• Aim of the exercise:
Transcribe all records exactly.

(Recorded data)

----

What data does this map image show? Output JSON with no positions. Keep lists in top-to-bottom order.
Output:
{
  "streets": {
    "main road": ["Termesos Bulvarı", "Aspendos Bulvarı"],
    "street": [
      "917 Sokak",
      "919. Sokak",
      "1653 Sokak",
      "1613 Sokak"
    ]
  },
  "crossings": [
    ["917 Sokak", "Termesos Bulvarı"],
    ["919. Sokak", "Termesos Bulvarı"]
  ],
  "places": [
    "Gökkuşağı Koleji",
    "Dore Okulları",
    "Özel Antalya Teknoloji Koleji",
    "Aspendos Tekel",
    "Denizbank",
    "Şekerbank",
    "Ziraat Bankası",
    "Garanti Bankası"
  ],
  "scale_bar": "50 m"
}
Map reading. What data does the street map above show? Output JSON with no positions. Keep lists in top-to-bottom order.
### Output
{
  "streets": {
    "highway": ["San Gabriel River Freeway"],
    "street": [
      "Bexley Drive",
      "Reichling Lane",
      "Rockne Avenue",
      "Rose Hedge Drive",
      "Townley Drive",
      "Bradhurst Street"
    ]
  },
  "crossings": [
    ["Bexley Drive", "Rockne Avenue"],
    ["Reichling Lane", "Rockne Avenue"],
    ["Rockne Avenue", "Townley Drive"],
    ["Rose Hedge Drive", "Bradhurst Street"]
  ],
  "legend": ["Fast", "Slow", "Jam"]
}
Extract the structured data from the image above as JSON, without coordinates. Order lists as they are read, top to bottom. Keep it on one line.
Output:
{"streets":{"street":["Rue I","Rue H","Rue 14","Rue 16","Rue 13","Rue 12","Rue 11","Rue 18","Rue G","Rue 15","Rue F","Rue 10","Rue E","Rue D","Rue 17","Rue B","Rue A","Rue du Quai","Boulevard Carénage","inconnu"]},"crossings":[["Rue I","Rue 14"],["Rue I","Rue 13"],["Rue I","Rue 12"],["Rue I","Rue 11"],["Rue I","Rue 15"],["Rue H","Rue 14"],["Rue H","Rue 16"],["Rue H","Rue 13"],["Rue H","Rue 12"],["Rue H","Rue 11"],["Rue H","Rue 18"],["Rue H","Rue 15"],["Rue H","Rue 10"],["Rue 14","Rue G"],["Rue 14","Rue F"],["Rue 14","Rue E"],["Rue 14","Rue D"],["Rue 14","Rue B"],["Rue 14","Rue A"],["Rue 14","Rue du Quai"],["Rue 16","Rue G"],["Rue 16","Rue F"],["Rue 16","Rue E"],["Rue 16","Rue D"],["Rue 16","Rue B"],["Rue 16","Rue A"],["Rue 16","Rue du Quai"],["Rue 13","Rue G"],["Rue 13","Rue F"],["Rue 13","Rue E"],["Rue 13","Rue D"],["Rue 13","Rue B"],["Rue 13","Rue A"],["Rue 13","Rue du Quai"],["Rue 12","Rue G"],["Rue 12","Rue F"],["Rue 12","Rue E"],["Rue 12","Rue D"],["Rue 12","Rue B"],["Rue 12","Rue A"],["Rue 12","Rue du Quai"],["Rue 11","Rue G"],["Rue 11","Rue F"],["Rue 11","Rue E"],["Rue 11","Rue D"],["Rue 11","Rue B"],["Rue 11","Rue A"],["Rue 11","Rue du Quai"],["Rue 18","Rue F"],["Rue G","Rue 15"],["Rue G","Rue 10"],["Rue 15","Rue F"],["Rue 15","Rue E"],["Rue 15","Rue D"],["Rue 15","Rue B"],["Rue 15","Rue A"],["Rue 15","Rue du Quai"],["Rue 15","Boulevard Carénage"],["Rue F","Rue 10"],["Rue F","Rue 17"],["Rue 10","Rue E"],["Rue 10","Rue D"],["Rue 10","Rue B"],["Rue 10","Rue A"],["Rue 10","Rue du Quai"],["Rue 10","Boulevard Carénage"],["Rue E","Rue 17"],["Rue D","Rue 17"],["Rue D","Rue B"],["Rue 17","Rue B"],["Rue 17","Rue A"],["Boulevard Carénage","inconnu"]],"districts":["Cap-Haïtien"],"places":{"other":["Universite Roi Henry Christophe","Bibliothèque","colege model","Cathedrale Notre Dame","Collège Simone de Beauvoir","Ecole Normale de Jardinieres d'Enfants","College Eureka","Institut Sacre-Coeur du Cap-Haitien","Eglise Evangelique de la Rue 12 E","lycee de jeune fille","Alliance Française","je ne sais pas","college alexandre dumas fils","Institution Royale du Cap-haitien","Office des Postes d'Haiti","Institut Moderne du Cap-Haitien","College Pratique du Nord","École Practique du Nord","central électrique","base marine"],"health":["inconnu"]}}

----

• Solution to the exercise:
What data does this map image show? Output JSON with no positions. Keep lists in top-to-bottom order.
Output:
{
  "streets": {
    "main road": ["Termesos Bulvarı", "Aspendos Bulvarı"],
    "street": [
      "917 Sokak",
      "919. Sokak",
      "1653 Sokak",
      "1613 Sokak"
    ]
  },
  "crossings": [
    ["917 Sokak", "Termesos Bulvarı"],
    ["919. Sokak", "Termesos Bulvarı"]
  ],
  "places": [
    "Gökkuşağı Koleji",
    "Dore Okulları",
    "Özel Antalya Teknoloji Koleji",
    "Aspendos Tekel",
    "Denizbank",
    "Şekerbank",
    "Ziraat Bankası",
    "Garanti Bankası"
  ],
  "scale_bar": "50 m"
}
Map reading. What data does the street map above show? Output JSON with no positions. Keep lists in top-to-bottom order.
### Output
{
  "streets": {
    "highway": ["San Gabriel River Freeway"],
    "street": [
      "Bexley Drive",
      "Reichling Lane",
      "Rockne Avenue",
      "Rose Hedge Drive",
      "Townley Drive",
      "Bradhurst Street"
    ]
  },
  "crossings": [
    ["Bexley Drive", "Rockne Avenue"],
    ["Reichling Lane", "Rockne Avenue"],
    ["Rockne Avenue", "Townley Drive"],
    ["Rose Hedge Drive", "Bradhurst Street"]
  ],
  "legend": ["Fast", "Slow", "Jam"]
}
Extract the structured data from the image above as JSON, without coordinates. Order lists as they are read, top to bottom. Keep it on one line.
Output:
{"streets":{"street":["Rue I","Rue H","Rue 14","Rue 16","Rue 13","Rue 12","Rue 11","Rue 18","Rue G","Rue 15","Rue F","Rue 10","Rue E","Rue D","Rue 17","Rue B","Rue A","Rue du Quai","Boulevard Carénage","inconnu"]},"crossings":[["Rue I","Rue 14"],["Rue I","Rue 13"],["Rue I","Rue 12"],["Rue I","Rue 11"],["Rue I","Rue 15"],["Rue H","Rue 14"],["Rue H","Rue 16"],["Rue H","Rue 13"],["Rue H","Rue 12"],["Rue H","Rue 11"],["Rue H","Rue 18"],["Rue H","Rue 15"],["Rue H","Rue 10"],["Rue 14","Rue G"],["Rue 14","Rue F"],["Rue 14","Rue E"],["Rue 14","Rue D"],["Rue 14","Rue B"],["Rue 14","Rue A"],["Rue 14","Rue du Quai"],["Rue 16","Rue G"],["Rue 16","Rue F"],["Rue 16","Rue E"],["Rue 16","Rue D"],["Rue 16","Rue B"],["Rue 16","Rue A"],["Rue 16","Rue du Quai"],["Rue 13","Rue G"],["Rue 13","Rue F"],["Rue 13","Rue E"],["Rue 13","Rue D"],["Rue 13","Rue B"],["Rue 13","Rue A"],["Rue 13","Rue du Quai"],["Rue 12","Rue G"],["Rue 12","Rue F"],["Rue 12","Rue E"],["Rue 12","Rue D"],["Rue 12","Rue B"],["Rue 12","Rue A"],["Rue 12","Rue du Quai"],["Rue 11","Rue G"],["Rue 11","Rue F"],["Rue 11","Rue E"],["Rue 11","Rue D"],["Rue 11","Rue B"],["Rue 11","Rue A"],["Rue 11","Rue du Quai"],["Rue 18","Rue F"],["Rue G","Rue 15"],["Rue G","Rue 10"],["Rue 15","Rue F"],["Rue 15","Rue E"],["Rue 15","Rue D"],["Rue 15","Rue B"],["Rue 15","Rue A"],["Rue 15","Rue du Quai"],["Rue 15","Boulevard Carénage"],["Rue F","Rue 10"],["Rue F","Rue 17"],["Rue 10","Rue E"],["Rue 10","Rue D"],["Rue 10","Rue B"],["Rue 10","Rue A"],["Rue 10","Rue du Quai"],["Rue 10","Boulevard Carénage"],["Rue E","Rue 17"],["Rue D","Rue 17"],["Rue D","Rue B"],["Rue 17","Rue B"],["Rue 17","Rue A"],["Boulevard Carénage","inconnu"]],"districts":["Cap-Haïtien"],"places":{"other":["Universite Roi Henry Christophe","Bibliothèque","colege model","Cathedrale Notre Dame","Collège Simone de Beauvoir","Ecole Normale de Jardinieres d'Enfants","College Eureka","Institut Sacre-Coeur du Cap-Haitien","Eglise Evangelique de la Rue 12 E","lycee de jeune fille","Alliance Française","je ne sais pas","college alexandre dumas fils","Institution Royale du Cap-haitien","Office des Postes d'Haiti","Institut Moderne du Cap-Haitien","College Pratique du Nord","École Practique du Nord","central électrique","base marine"],"health":["inconnu"]}}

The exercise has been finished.